_ASSIGNMENT_
Set down every entry again exactly as it stands below.

_GIVEN DATA_
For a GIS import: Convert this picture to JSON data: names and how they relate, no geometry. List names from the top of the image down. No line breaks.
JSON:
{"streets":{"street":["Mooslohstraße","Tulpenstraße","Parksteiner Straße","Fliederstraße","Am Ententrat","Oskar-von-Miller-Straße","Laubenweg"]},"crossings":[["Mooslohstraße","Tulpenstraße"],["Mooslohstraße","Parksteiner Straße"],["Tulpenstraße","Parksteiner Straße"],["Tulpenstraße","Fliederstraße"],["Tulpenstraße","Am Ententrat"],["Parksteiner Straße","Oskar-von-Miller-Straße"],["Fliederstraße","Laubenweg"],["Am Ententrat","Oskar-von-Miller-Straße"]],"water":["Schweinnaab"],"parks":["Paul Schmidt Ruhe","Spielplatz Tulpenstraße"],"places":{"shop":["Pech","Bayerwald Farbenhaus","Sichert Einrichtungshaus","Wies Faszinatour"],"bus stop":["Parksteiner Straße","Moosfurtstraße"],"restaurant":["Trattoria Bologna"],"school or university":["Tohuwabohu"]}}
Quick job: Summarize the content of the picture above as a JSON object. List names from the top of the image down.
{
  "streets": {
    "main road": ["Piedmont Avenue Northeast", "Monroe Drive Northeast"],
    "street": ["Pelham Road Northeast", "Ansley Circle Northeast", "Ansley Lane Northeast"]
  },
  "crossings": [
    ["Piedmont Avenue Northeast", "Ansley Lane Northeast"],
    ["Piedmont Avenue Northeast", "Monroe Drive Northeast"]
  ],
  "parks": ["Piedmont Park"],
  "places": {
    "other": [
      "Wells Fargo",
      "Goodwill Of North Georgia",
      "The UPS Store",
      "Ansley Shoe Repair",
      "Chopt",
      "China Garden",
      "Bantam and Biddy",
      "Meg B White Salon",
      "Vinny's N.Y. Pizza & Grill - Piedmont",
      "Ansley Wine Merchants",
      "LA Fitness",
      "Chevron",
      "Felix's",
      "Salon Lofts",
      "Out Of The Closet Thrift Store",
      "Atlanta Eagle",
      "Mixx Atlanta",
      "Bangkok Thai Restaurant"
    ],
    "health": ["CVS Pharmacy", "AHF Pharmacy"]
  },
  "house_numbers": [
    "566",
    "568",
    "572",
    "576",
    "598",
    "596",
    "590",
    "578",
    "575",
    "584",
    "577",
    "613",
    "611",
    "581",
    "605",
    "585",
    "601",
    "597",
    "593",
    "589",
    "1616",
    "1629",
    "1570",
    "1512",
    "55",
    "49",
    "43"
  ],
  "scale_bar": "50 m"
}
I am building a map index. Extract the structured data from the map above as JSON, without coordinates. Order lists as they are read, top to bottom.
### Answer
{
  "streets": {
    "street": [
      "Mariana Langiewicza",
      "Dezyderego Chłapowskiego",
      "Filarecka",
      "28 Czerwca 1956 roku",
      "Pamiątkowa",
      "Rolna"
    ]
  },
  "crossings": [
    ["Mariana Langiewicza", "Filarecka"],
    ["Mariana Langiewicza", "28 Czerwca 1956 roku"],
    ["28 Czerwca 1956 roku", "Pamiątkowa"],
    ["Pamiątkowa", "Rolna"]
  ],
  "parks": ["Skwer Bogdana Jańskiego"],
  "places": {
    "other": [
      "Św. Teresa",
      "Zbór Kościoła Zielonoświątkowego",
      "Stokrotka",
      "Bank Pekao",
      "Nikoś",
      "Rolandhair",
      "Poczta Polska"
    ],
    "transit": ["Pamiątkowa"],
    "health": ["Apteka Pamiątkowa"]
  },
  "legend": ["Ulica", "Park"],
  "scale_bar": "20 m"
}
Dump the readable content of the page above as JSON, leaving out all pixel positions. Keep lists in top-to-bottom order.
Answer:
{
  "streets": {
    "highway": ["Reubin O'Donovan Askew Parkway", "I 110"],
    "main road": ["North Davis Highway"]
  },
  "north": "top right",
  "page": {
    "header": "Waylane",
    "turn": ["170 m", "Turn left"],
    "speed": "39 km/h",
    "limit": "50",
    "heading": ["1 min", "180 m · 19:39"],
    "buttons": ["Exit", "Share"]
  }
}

_THE ANSWER_
For a GIS import: Convert this picture to JSON data: names and how they relate, no geometry. List names from the top of the image down. No line breaks.
JSON:
{"streets":{"street":["Mooslohstraße","Tulpenstraße","Parksteiner Straße","Fliederstraße","Am Ententrat","Oskar-von-Miller-Straße","Laubenweg"]},"crossings":[["Mooslohstraße","Tulpenstraße"],["Mooslohstraße","Parksteiner Straße"],["Tulpenstraße","Parksteiner Straße"],["Tulpenstraße","Fliederstraße"],["Tulpenstraße","Am Ententrat"],["Parksteiner Straße","Oskar-von-Miller-Straße"],["Fliederstraße","Laubenweg"],["Am Ententrat","Oskar-von-Miller-Straße"]],"water":["Schweinnaab"],"parks":["Paul Schmidt Ruhe","Spielplatz Tulpenstraße"],"places":{"shop":["Pech","Bayerwald Farbenhaus","Sichert Einrichtungshaus","Wies Faszinatour"],"bus stop":["Parksteiner Straße","Moosfurtstraße"],"restaurant":["Trattoria Bologna"],"school or university":["Tohuwabohu"]}}
Quick job: Summarize the content of the picture above as a JSON object. List names from the top of the image down.
{
  "streets": {
    "main road": ["Piedmont Avenue Northeast", "Monroe Drive Northeast"],
    "street": ["Pelham Road Northeast", "Ansley Circle Northeast", "Ansley Lane Northeast"]
  },
  "crossings": [
    ["Piedmont Avenue Northeast", "Ansley Lane Northeast"],
    ["Piedmont Avenue Northeast", "Monroe Drive Northeast"]
  ],
  "parks": ["Piedmont Park"],
  "places": {
    "other": [
      "Wells Fargo",
      "Goodwill Of North Georgia",
      "The UPS Store",
      "Ansley Shoe Repair",
      "Chopt",
      "China Garden",
      "Bantam and Biddy",
      "Meg B White Salon",
      "Vinny's N.Y. Pizza & Grill - Piedmont",
      "Ansley Wine Merchants",
      "LA Fitness",
      "Chevron",
      "Felix's",
      "Salon Lofts",
      "Out Of The Closet Thrift Store",
      "Atlanta Eagle",
      "Mixx Atlanta",
      "Bangkok Thai Restaurant"
    ],
    "health": ["CVS Pharmacy", "AHF Pharmacy"]
  },
  "house_numbers": [
    "566",
    "568",
    "572",
    "576",
    "598",
    "596",
    "590",
    "578",
    "575",
    "584",
    "577",
    "613",
    "611",
    "581",
    "605",
    "585",
    "601",
    "597",
    "593",
    "589",
    "1616",
    "1629",
    "1570",
    "1512",
    "55",
    "49",
    "43"
  ],
  "scale_bar": "50 m"
}
I am building a map index. Extract the structured data from the map above as JSON, without coordinates. Order lists as they are read, top to bottom.
### Answer
{
  "streets": {
    "street": [
      "Mariana Langiewicza",
      "Dezyderego Chłapowskiego",
      "Filarecka",
      "28 Czerwca 1956 roku",
      "Pamiątkowa",
      "Rolna"
    ]
  },
  "crossings": [
    ["Mariana Langiewicza", "Filarecka"],
    ["Mariana Langiewicza", "28 Czerwca 1956 roku"],
    ["28 Czerwca 1956 roku", "Pamiątkowa"],
    ["Pamiątkowa", "Rolna"]
  ],
  "parks": ["Skwer Bogdana Jańskiego"],
  "places": {
    "other": [
      "Św. Teresa",
      "Zbór Kościoła Zielonoświątkowego",
      "Stokrotka",
      "Bank Pekao",
      "Nikoś",
      "Rolandhair",
      "Poczta Polska"
    ],
    "transit": ["Pamiątkowa"],
    "health": ["Apteka Pamiątkowa"]
  },
  "legend": ["Ulica", "Park"],
  "scale_bar": "20 m"
}
Dump the readable content of the page above as JSON, leaving out all pixel positions. Keep lists in top-to-bottom order.
Answer:
{
  "streets": {
    "highway": ["Reubin O'Donovan Askew Parkway", "I 110"],
    "main road": ["North Davis Highway"]
  },
  "north": "top right",
  "page": {
    "header": "Waylane",
    "turn": ["170 m", "Turn left"],
    "speed": "39 km/h",
    "limit": "50",
    "heading": ["1 min", "180 m · 19:39"],
    "buttons": ["Exit", "Share"]
  }
}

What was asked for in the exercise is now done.